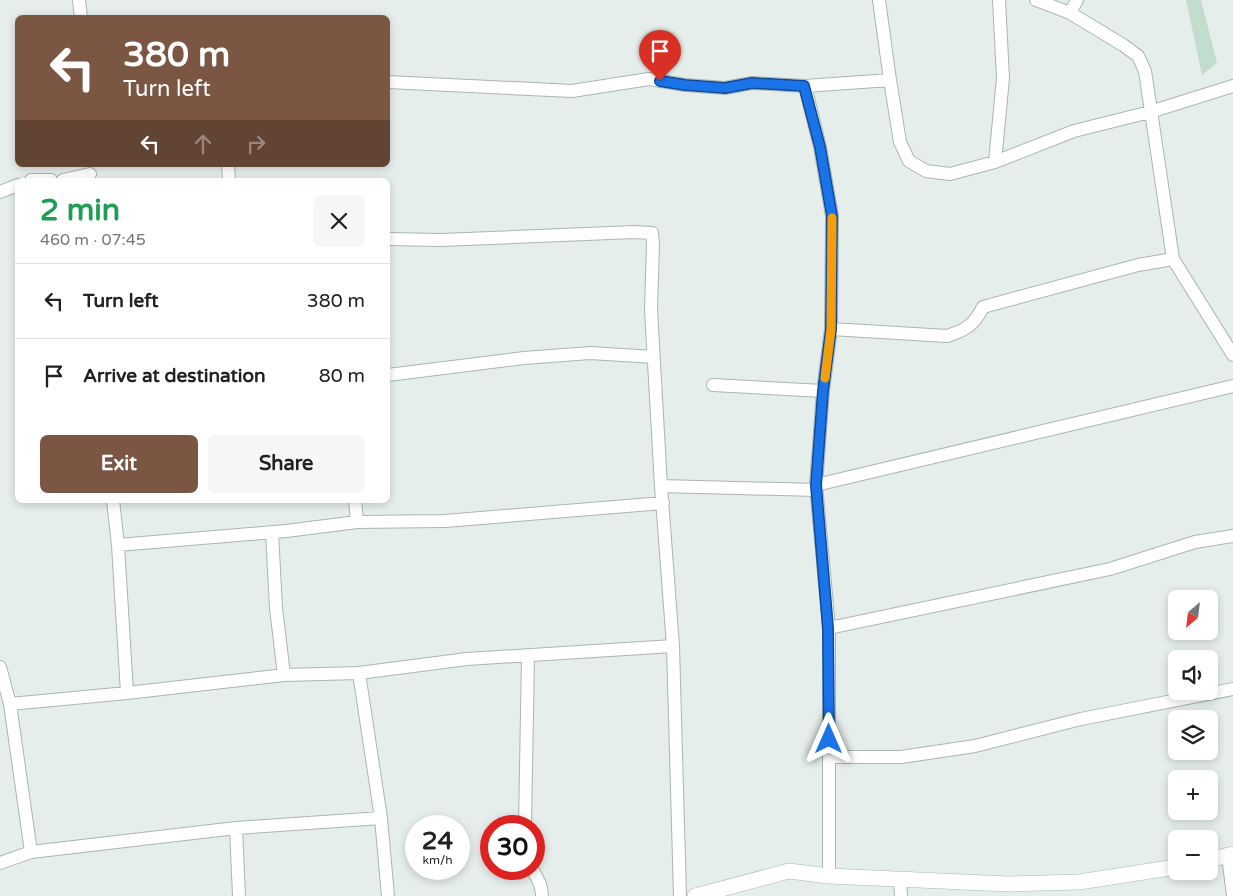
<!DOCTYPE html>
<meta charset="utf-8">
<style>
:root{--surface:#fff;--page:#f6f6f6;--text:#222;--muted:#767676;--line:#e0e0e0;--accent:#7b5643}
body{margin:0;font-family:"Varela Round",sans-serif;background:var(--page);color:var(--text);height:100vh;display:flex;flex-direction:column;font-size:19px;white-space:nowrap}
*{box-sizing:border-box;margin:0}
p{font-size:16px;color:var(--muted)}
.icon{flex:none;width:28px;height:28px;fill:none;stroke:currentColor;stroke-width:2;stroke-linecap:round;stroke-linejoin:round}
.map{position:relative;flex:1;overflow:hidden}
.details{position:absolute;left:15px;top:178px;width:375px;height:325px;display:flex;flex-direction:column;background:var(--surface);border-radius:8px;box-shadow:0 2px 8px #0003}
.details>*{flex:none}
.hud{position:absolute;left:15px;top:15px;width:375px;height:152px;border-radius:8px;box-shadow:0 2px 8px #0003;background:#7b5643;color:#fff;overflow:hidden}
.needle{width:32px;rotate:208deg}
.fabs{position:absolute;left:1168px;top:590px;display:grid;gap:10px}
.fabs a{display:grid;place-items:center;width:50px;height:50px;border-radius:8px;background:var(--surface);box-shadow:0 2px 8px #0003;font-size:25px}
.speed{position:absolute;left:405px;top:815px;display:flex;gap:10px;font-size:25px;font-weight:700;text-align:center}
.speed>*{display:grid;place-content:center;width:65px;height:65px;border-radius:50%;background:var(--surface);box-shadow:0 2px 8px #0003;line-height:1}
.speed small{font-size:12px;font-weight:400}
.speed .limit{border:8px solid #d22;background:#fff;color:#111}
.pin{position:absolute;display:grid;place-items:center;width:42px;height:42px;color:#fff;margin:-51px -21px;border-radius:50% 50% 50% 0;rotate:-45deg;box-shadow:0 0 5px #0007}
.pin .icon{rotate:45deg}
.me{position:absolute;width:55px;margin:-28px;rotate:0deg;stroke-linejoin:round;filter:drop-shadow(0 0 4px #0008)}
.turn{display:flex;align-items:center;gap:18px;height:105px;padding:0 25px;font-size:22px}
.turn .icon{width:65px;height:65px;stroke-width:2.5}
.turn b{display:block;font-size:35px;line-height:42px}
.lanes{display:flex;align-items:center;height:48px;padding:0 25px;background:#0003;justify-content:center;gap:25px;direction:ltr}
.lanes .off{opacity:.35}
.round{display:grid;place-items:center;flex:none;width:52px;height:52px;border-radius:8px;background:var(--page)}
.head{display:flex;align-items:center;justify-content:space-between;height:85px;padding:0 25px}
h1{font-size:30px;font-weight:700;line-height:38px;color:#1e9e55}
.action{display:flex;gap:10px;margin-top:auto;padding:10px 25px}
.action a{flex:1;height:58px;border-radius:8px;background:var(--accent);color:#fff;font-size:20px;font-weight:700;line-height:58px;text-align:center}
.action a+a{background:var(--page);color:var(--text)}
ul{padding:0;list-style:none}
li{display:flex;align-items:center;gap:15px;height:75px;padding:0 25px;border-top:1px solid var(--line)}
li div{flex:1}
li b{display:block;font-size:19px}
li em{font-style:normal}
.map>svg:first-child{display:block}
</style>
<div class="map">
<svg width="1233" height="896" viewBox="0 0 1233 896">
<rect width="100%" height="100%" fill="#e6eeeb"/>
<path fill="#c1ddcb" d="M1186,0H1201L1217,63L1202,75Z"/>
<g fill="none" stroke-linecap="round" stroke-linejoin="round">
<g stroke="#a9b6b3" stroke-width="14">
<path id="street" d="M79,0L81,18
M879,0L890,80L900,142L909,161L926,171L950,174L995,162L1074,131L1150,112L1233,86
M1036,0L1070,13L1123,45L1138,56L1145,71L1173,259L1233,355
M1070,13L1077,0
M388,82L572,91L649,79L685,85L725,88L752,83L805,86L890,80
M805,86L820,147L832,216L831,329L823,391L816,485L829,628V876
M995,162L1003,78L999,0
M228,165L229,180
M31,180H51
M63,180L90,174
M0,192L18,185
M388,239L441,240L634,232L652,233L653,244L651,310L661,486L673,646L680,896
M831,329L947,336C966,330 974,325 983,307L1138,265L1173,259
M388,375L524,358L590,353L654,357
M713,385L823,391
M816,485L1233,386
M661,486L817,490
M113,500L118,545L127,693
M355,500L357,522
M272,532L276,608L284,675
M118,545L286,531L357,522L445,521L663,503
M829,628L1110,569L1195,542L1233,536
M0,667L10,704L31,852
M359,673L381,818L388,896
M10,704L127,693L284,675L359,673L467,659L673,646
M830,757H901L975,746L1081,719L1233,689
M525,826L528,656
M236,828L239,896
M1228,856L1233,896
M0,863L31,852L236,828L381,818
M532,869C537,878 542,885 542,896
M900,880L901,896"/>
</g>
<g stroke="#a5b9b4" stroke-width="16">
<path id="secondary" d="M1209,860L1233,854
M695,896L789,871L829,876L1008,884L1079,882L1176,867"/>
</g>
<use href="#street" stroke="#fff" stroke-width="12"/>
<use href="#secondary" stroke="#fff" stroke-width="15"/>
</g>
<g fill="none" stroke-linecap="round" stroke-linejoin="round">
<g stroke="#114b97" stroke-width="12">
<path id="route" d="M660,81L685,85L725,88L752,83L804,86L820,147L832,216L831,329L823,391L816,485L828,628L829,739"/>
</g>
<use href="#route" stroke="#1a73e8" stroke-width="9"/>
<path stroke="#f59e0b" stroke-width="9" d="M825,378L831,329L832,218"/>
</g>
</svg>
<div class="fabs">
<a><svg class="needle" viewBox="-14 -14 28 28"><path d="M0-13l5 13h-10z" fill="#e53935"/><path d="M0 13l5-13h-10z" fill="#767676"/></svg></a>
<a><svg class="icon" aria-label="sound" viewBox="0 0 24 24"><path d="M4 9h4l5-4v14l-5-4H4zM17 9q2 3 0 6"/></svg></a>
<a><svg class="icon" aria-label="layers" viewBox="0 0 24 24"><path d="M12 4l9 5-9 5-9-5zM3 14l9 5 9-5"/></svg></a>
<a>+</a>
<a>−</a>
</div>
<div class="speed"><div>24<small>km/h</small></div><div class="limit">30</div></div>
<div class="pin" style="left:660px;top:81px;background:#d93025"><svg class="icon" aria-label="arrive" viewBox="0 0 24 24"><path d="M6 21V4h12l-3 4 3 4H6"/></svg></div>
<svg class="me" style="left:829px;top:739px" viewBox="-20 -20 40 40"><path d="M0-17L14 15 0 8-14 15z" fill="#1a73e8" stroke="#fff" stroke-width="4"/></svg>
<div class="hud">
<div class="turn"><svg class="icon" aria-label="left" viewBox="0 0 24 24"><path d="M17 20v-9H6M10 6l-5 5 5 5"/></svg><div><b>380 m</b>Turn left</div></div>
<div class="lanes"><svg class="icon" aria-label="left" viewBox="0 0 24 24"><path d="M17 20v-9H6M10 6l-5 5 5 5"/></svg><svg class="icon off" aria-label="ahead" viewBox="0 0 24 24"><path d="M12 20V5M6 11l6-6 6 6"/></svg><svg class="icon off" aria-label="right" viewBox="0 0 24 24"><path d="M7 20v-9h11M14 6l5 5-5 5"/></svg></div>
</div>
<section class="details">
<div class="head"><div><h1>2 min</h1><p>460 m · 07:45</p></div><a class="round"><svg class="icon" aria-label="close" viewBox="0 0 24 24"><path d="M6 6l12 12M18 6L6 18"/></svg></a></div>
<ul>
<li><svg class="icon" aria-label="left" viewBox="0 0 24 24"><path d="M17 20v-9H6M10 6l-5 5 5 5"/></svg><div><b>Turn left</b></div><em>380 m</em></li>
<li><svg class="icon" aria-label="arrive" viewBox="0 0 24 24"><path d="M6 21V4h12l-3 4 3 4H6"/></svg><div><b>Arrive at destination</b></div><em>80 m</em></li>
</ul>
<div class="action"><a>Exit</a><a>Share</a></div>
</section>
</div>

■ ■ ■

- [DIRECTIONS FOR THIS TASK]: Each line in the data that holds the string "solid" needs to be copied.

- [RESPONSE BOX]:
.speed .limit{border:8px solid #d22;background:#fff;color:#111}
li{display:flex;align-items:center;gap:15px;height:75px;padding:0 25px;border-top:1px solid var(--line)}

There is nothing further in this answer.